While some regulators in Ontario are accountable to appeal tribunals (e.g., Licence Appeal Tribunal) and many Ontario regulators are scrutinized by the Office of the Fairness Commission, few are subject to true oversight bodies. Québec, British Columbia and the United Kingdom have much more experience with oversight bodies. One Ontario exception is the role of the Ontario Civilian Police Commission over police forces. That Commission has had extensive litigation with the Durham Regional Police Service (DRPS) in recent years including over the Commission’s appointment of an administrator in 2019. Some insight into the complexities of such oversight can be found in the decision of Durham Regional Police Service v. The Ontario Civilian Police Commission, 2021 ONSC 2065 (CanLII), https://canlii.ca/t/jfqjq.

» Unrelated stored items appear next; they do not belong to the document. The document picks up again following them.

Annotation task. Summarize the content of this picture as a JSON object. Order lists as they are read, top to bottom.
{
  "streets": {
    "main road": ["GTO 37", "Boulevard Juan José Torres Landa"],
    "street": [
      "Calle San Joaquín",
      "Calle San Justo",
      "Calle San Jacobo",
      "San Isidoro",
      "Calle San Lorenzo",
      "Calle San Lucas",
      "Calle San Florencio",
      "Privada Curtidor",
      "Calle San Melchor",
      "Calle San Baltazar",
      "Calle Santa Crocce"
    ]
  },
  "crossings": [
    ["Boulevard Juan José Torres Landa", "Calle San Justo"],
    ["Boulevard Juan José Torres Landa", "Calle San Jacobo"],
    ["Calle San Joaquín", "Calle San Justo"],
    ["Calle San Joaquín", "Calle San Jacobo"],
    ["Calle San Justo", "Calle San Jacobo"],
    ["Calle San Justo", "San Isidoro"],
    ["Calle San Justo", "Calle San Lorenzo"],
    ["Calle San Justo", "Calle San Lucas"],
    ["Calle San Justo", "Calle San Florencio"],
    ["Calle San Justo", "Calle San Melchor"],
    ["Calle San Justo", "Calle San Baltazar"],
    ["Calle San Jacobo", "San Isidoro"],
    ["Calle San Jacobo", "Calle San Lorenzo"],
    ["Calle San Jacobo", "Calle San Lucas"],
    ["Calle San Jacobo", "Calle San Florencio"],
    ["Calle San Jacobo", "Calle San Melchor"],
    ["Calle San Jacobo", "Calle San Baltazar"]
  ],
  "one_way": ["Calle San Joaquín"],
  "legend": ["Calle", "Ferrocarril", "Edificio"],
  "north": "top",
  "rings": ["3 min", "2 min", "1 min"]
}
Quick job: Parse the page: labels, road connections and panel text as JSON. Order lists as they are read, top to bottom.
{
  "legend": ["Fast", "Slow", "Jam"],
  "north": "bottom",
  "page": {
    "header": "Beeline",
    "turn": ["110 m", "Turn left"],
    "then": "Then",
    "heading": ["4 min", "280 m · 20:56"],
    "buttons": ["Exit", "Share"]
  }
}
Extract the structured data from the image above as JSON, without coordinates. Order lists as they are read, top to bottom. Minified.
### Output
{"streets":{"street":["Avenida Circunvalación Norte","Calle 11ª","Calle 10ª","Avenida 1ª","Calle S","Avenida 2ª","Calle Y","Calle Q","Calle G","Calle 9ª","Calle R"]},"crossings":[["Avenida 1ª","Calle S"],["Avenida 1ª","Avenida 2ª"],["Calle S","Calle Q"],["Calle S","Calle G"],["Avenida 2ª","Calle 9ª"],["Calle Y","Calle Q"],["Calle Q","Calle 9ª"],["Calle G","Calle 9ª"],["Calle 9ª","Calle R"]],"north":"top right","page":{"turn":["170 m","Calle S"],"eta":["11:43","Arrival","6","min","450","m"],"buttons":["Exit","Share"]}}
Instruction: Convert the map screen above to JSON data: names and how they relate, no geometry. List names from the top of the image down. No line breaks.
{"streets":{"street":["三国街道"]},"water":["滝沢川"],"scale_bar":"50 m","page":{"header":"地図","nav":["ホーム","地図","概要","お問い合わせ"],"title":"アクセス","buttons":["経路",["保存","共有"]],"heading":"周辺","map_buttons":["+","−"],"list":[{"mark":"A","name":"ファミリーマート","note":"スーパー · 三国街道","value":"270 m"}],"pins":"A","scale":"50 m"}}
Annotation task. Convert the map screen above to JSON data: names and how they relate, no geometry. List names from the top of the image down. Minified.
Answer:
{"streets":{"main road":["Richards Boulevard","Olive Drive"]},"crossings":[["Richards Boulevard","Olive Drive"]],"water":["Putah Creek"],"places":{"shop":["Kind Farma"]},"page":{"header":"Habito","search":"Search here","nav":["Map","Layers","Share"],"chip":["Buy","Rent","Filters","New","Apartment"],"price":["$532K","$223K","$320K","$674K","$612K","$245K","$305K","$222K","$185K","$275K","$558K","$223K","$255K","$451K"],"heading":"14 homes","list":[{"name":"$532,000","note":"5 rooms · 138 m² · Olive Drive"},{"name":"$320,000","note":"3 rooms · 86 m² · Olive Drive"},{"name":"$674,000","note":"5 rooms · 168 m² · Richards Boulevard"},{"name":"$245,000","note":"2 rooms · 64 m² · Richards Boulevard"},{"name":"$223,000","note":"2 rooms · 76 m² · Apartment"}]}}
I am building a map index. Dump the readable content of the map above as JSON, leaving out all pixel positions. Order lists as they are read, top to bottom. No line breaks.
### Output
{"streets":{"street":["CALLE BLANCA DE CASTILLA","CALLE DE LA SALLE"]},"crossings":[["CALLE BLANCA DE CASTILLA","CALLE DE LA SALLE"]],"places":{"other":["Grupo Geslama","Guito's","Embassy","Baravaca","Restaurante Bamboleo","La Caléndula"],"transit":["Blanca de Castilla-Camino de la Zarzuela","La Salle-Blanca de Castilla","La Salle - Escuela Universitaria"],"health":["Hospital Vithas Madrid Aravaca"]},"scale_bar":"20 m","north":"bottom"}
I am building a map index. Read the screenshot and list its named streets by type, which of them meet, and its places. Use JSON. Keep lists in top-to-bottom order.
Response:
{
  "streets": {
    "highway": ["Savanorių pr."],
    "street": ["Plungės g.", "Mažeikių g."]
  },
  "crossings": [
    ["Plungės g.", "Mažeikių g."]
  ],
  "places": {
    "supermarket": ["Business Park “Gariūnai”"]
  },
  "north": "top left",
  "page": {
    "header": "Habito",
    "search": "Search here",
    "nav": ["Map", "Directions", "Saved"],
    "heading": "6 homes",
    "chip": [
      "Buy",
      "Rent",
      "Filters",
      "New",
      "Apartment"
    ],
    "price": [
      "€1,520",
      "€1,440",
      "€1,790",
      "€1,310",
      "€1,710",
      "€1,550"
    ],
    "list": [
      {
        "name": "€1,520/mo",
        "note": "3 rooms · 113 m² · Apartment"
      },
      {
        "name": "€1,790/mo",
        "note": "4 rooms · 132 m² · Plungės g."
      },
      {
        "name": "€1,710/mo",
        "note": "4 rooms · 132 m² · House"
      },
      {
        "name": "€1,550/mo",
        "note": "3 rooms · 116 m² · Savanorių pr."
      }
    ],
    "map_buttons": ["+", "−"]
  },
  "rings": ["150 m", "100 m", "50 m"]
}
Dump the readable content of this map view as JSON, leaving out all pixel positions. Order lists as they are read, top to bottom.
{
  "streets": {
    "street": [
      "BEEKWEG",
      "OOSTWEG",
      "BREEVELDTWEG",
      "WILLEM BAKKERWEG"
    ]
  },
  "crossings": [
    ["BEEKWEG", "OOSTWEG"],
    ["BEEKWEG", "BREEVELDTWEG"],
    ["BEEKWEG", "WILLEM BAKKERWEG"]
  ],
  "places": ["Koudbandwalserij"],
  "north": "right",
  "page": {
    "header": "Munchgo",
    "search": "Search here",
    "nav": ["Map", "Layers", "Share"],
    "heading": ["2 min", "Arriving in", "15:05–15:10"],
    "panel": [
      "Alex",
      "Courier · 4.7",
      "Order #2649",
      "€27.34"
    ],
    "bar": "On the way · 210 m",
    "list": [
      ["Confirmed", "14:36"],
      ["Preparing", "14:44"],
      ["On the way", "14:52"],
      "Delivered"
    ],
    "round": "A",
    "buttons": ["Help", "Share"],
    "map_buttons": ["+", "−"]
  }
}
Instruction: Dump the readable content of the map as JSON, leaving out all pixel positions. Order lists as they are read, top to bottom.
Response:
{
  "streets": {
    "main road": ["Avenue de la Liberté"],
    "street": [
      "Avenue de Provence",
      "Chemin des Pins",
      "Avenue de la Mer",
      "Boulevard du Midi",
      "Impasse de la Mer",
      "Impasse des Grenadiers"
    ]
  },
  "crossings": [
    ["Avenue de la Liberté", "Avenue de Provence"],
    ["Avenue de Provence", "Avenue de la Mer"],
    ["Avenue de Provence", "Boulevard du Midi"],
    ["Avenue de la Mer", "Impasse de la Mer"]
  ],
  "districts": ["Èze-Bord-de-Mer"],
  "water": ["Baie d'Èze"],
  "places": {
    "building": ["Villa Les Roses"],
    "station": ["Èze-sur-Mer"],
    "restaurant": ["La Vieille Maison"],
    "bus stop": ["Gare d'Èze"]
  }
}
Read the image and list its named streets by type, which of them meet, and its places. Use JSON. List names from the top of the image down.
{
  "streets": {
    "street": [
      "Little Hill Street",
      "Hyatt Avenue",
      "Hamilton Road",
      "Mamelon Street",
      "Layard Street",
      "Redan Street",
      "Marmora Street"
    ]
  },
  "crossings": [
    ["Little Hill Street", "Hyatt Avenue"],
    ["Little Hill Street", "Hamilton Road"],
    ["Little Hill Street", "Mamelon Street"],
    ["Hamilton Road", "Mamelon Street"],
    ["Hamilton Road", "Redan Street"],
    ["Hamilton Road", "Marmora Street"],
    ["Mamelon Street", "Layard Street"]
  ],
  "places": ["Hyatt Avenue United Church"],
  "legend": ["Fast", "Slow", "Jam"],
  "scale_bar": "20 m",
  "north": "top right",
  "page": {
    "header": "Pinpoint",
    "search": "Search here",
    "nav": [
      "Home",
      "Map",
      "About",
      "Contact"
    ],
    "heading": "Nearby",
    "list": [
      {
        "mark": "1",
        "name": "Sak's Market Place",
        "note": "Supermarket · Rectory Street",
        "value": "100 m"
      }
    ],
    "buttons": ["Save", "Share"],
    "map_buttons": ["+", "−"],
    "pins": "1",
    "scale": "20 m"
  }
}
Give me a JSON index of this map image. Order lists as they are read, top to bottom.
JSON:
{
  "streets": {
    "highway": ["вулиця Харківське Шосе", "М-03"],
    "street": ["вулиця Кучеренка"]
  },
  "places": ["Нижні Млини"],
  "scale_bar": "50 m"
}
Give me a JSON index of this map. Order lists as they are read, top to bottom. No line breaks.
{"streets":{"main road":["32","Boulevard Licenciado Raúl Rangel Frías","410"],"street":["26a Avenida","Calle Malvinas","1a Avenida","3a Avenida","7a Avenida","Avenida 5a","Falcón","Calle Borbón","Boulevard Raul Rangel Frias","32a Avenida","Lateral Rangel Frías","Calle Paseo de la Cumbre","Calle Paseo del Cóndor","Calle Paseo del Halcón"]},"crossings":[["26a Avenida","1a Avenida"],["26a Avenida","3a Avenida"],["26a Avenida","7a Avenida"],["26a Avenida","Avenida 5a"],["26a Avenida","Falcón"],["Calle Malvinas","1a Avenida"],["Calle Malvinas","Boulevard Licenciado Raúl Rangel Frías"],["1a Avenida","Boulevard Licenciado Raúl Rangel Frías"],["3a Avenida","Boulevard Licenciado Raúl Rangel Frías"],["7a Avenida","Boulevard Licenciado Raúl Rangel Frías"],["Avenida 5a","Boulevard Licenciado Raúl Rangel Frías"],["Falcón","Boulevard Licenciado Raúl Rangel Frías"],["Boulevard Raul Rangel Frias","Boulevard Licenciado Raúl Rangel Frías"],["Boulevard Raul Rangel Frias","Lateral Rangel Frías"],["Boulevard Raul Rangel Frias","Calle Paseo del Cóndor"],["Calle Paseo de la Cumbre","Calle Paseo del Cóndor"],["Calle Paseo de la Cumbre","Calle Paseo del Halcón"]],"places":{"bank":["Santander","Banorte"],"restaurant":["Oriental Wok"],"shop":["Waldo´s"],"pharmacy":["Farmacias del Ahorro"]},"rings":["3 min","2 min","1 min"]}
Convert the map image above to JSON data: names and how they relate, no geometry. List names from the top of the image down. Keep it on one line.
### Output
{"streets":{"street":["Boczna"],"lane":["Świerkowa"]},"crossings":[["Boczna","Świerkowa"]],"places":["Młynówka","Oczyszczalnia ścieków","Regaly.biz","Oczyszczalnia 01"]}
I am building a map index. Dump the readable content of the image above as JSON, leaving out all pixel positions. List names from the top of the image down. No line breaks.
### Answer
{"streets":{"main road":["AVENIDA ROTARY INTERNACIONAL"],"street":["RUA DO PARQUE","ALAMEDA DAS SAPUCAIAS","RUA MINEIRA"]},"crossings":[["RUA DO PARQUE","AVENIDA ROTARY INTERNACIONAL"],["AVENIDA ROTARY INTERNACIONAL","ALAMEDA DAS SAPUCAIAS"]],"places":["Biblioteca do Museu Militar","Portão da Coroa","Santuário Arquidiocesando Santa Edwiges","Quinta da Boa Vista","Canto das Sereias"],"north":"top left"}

In that case the Commission directed the DRPS to halt a disciplinary prosecution of an officer on the basis that the preconditions for referral to discipline, including a formal investigation, had not been met. The DRPS challenged the direction on a number of grounds. The Court found that:
- The Commission had provided procedural fairness by adequately identifying the concern about compliance with the statutory preconditions for the discipline hearing and providing two opportunities for the DRPS to make written submissions about the concern.
- The Commission had not denied procedural fairness by refusing to grant a second request for an extension to make the written submissions. When considering the process as a whole the DRPS had been given adequate opportunity to make submissions. The extension requests were made late and the reasons given for the requests were not persuasive. Even though the second extension request was refused, the Commission considered the written submissions even though they were late.
- The DRPS had not established that an appearance of bias existed, the allegation of which was largely based on the argument that the history of conflicts between the DRPS and the Commission had created an adversarial relationship that amounted to institutional bias. The Court considered that the oversight role of the Commission could naturally lead to these sorts of conflicts and that the DRPS was required to provide more than speculation to establish bias.
- The decision made by the Commission about the statutory preconditions to discipline was reasonable.
This case demonstrates the type of unpleasantness that can arise where there is true oversight. Fortunately the experience in Québec, British Columbia and the United Kingdom suggests that these sorts of difficult relationships are the exception rather than the rule.